__What you will do__: Copy the listing below in full, exactly as given.

__Record set__:

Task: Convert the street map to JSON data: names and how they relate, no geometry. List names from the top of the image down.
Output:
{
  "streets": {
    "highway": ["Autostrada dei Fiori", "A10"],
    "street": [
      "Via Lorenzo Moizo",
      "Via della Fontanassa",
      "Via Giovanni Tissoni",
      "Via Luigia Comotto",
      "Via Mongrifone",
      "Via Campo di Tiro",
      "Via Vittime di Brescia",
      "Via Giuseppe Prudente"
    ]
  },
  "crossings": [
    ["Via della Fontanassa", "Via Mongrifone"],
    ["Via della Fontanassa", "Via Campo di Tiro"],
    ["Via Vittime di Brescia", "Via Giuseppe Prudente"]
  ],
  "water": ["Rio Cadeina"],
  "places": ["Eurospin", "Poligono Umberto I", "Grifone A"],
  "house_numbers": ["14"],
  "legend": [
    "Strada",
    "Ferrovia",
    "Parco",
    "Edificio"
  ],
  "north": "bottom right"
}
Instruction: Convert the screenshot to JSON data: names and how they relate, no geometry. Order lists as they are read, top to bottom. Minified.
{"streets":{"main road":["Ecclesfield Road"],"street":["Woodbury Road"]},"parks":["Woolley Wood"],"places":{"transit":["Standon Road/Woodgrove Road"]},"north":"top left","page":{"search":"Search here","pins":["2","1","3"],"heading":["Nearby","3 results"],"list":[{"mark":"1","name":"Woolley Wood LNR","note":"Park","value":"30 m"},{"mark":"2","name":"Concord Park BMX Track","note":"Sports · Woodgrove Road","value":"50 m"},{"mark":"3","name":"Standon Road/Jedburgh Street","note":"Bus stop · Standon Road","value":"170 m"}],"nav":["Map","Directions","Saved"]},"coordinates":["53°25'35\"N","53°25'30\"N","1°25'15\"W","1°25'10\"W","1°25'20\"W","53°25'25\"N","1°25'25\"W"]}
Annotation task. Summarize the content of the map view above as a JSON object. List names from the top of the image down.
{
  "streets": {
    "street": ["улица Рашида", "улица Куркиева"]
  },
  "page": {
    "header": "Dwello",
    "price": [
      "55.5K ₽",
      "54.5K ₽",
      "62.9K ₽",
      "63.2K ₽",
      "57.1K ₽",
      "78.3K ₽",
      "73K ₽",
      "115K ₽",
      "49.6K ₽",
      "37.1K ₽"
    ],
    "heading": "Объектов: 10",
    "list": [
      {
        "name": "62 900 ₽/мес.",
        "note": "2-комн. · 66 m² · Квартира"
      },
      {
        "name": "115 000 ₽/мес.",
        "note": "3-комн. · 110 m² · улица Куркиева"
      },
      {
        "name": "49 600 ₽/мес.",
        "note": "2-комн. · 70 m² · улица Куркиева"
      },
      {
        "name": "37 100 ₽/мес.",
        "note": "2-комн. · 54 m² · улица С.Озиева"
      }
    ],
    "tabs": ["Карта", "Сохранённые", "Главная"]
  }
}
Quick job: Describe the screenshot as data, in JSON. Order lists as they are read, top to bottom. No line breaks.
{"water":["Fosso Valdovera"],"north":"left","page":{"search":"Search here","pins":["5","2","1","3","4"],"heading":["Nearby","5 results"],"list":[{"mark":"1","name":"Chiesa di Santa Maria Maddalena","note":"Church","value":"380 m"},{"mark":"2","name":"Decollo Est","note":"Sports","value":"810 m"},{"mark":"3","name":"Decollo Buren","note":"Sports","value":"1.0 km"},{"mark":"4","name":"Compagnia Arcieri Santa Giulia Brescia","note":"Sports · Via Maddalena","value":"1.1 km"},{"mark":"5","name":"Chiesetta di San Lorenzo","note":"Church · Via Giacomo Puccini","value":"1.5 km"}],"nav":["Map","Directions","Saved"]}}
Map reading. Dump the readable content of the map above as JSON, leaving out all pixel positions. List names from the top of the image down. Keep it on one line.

__Response below__:
Task: Convert the street map to JSON data: names and how they relate, no geometry. List names from the top of the image down.
Output:
{
  "streets": {
    "highway": ["Autostrada dei Fiori", "A10"],
    "street": [
      "Via Lorenzo Moizo",
      "Via della Fontanassa",
      "Via Giovanni Tissoni",
      "Via Luigia Comotto",
      "Via Mongrifone",
      "Via Campo di Tiro",
      "Via Vittime di Brescia",
      "Via Giuseppe Prudente"
    ]
  },
  "crossings": [
    ["Via della Fontanassa", "Via Mongrifone"],
    ["Via della Fontanassa", "Via Campo di Tiro"],
    ["Via Vittime di Brescia", "Via Giuseppe Prudente"]
  ],
  "water": ["Rio Cadeina"],
  "places": ["Eurospin", "Poligono Umberto I", "Grifone A"],
  "house_numbers": ["14"],
  "legend": [
    "Strada",
    "Ferrovia",
    "Parco",
    "Edificio"
  ],
  "north": "bottom right"
}
Instruction: Convert the screenshot to JSON data: names and how they relate, no geometry. Order lists as they are read, top to bottom. Minified.
{"streets":{"main road":["Ecclesfield Road"],"street":["Woodbury Road"]},"parks":["Woolley Wood"],"places":{"transit":["Standon Road/Woodgrove Road"]},"north":"top left","page":{"search":"Search here","pins":["2","1","3"],"heading":["Nearby","3 results"],"list":[{"mark":"1","name":"Woolley Wood LNR","note":"Park","value":"30 m"},{"mark":"2","name":"Concord Park BMX Track","note":"Sports · Woodgrove Road","value":"50 m"},{"mark":"3","name":"Standon Road/Jedburgh Street","note":"Bus stop · Standon Road","value":"170 m"}],"nav":["Map","Directions","Saved"]},"coordinates":["53°25'35\"N","53°25'30\"N","1°25'15\"W","1°25'10\"W","1°25'20\"W","53°25'25\"N","1°25'25\"W"]}
Annotation task. Summarize the content of the map view above as a JSON object. List names from the top of the image down.
{
  "streets": {
    "street": ["улица Рашида", "улица Куркиева"]
  },
  "page": {
    "header": "Dwello",
    "price": [
      "55.5K ₽",
      "54.5K ₽",
      "62.9K ₽",
      "63.2K ₽",
      "57.1K ₽",
      "78.3K ₽",
      "73K ₽",
      "115K ₽",
      "49.6K ₽",
      "37.1K ₽"
    ],
    "heading": "Объектов: 10",
    "list": [
      {
        "name": "62 900 ₽/мес.",
        "note": "2-комн. · 66 m² · Квартира"
      },
      {
        "name": "115 000 ₽/мес.",
        "note": "3-комн. · 110 m² · улица Куркиева"
      },
      {
        "name": "49 600 ₽/мес.",
        "note": "2-комн. · 70 m² · улица Куркиева"
      },
      {
        "name": "37 100 ₽/мес.",
        "note": "2-комн. · 54 m² · улица С.Озиева"
      }
    ],
    "tabs": ["Карта", "Сохранённые", "Главная"]
  }
}
Quick job: Describe the screenshot as data, in JSON. Order lists as they are read, top to bottom. No line breaks.
{"water":["Fosso Valdovera"],"north":"left","page":{"search":"Search here","pins":["5","2","1","3","4"],"heading":["Nearby","5 results"],"list":[{"mark":"1","name":"Chiesa di Santa Maria Maddalena","note":"Church","value":"380 m"},{"mark":"2","name":"Decollo Est","note":"Sports","value":"810 m"},{"mark":"3","name":"Decollo Buren","note":"Sports","value":"1.0 km"},{"mark":"4","name":"Compagnia Arcieri Santa Giulia Brescia","note":"Sports · Via Maddalena","value":"1.1 km"},{"mark":"5","name":"Chiesetta di San Lorenzo","note":"Church · Via Giacomo Puccini","value":"1.5 km"}],"nav":["Map","Directions","Saved"]}}
Map reading. Dump the readable content of the map above as JSON, leaving out all pixel positions. List names from the top of the image down. Keep it on one line.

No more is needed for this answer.